What you need to do>
Scan the records that follow, and whenever a line has the word "hidden", copy it.
=== Given information ===
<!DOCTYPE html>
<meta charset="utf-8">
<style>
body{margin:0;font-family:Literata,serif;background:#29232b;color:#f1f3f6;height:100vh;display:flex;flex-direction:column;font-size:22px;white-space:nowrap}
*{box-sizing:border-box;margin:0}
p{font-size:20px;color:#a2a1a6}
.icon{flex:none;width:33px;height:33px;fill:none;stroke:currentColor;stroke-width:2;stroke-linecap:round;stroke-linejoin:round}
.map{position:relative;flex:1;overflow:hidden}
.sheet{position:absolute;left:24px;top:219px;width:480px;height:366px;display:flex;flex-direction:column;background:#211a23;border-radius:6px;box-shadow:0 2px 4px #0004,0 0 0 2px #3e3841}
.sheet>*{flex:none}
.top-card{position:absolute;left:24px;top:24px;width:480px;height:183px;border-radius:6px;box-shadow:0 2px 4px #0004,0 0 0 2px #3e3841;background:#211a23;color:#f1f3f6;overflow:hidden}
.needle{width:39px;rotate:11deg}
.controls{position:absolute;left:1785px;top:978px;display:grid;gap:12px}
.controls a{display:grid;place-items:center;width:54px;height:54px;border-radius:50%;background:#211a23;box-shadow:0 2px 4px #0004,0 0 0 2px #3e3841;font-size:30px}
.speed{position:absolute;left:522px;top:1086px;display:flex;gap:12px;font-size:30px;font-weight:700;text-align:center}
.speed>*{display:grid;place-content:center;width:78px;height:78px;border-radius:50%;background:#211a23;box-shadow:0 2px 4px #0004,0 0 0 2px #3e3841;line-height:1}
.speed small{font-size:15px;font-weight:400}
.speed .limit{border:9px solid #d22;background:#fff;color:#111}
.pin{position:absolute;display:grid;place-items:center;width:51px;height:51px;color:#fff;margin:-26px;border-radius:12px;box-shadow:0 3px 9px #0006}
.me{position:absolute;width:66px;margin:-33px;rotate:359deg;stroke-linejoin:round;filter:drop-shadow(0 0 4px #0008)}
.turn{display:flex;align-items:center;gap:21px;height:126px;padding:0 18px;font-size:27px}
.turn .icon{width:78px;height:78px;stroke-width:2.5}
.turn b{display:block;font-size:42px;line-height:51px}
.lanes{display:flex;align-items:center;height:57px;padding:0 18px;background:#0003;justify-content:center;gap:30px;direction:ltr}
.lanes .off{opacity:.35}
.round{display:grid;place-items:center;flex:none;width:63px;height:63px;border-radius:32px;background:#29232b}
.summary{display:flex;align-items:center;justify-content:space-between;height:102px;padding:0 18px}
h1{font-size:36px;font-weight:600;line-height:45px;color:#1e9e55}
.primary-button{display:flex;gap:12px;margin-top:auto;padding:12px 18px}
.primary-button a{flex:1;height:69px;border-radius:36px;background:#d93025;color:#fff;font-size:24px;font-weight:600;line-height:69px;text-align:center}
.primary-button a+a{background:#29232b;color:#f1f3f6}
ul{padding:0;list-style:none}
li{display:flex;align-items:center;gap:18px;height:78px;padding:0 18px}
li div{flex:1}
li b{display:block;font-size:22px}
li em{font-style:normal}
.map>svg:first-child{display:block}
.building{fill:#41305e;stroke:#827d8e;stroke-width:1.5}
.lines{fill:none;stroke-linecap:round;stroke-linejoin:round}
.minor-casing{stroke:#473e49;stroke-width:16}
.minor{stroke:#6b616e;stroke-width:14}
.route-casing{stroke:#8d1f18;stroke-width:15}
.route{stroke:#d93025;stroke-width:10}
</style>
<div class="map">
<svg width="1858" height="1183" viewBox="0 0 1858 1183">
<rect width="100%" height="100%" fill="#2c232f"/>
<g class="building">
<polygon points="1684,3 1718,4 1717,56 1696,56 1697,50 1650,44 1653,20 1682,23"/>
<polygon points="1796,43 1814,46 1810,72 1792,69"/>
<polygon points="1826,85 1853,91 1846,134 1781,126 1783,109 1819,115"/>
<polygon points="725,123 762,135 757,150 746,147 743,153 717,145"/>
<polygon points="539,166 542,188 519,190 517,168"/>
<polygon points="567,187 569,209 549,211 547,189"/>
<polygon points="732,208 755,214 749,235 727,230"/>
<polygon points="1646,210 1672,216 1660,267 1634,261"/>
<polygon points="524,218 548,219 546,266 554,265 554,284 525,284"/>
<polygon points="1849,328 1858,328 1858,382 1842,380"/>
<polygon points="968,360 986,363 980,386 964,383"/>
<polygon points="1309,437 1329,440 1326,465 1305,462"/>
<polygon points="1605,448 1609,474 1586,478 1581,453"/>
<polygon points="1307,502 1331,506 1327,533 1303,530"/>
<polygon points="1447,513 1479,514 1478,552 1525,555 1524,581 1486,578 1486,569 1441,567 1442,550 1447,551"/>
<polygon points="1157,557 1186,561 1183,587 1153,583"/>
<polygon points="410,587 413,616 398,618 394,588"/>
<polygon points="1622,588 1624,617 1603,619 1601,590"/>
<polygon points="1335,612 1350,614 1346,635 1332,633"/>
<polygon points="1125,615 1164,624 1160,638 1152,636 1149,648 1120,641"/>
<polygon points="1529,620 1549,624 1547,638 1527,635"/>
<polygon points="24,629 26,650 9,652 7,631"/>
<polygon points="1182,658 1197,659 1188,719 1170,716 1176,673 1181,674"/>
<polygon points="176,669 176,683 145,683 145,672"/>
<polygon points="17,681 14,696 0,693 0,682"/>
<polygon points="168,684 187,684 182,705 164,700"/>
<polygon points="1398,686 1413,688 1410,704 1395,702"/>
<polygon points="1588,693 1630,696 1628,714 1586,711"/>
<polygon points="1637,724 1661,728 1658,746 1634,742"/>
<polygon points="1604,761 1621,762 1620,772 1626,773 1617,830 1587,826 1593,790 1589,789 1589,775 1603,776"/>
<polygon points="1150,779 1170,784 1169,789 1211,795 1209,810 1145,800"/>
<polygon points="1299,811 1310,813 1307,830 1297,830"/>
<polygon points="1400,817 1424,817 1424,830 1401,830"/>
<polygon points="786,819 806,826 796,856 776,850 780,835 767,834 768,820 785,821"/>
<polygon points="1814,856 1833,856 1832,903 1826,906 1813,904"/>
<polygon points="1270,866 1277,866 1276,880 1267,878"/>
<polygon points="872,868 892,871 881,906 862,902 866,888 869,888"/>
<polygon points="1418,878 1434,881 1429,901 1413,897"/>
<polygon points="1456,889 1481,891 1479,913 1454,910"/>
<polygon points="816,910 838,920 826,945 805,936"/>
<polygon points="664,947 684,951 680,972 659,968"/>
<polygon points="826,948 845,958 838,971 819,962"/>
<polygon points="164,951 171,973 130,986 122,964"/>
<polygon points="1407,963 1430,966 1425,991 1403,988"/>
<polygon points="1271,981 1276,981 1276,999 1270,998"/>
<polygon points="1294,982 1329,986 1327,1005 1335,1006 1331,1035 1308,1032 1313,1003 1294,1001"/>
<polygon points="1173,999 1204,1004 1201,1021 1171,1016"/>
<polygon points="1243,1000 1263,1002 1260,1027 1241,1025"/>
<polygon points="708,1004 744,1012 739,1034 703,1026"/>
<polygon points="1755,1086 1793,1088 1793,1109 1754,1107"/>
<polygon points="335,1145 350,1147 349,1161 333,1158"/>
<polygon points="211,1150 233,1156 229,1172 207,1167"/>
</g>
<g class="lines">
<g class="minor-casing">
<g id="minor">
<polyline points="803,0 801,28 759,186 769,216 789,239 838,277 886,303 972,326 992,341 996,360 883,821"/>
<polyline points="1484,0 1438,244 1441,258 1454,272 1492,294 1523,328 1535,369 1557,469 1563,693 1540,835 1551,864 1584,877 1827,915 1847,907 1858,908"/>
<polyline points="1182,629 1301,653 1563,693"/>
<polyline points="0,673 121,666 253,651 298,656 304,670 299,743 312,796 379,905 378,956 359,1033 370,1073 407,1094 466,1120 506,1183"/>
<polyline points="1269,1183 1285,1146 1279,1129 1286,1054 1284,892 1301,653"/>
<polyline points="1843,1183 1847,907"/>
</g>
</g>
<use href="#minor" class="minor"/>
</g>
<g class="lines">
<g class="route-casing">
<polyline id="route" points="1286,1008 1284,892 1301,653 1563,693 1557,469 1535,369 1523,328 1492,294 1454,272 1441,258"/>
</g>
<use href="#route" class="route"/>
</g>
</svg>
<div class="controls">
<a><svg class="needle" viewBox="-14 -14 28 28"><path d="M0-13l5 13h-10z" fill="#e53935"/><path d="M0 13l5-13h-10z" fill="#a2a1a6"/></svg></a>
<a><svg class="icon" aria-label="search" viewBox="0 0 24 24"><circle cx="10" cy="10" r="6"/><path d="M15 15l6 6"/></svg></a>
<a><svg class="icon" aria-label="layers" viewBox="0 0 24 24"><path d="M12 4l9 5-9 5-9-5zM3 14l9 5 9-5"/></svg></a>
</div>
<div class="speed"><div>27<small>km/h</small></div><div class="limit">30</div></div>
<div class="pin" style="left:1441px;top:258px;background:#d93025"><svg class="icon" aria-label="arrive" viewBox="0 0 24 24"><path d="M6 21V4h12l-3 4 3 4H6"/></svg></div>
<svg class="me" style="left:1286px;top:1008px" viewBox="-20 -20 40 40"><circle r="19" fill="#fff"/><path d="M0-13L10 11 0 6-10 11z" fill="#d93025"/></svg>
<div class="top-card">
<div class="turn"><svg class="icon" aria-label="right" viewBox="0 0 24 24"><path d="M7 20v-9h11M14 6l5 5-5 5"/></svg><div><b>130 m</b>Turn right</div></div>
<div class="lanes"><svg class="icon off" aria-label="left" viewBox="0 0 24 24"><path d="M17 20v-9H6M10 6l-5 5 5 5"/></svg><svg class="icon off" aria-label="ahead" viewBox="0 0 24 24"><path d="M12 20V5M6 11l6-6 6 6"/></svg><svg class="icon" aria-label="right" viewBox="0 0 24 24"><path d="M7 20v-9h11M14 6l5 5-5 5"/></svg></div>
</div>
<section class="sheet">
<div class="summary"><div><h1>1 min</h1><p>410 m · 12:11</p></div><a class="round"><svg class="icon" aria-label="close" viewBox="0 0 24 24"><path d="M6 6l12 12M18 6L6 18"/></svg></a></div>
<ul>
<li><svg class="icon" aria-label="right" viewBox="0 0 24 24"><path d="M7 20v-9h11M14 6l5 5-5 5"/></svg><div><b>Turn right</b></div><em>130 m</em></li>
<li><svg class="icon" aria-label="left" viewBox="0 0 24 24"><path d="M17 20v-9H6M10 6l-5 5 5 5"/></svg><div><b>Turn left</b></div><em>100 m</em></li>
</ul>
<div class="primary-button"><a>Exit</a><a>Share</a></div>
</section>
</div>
===
Solution>
.map{position:relative;flex:1;overflow:hidden}
.top-card{position:absolute;left:24px;top:24px;width:480px;height:183px;border-radius:6px;box-shadow:0 2px 4px #0004,0 0 0 2px #3e3841;background:#211a23;color:#f1f3f6;overflow:hidden}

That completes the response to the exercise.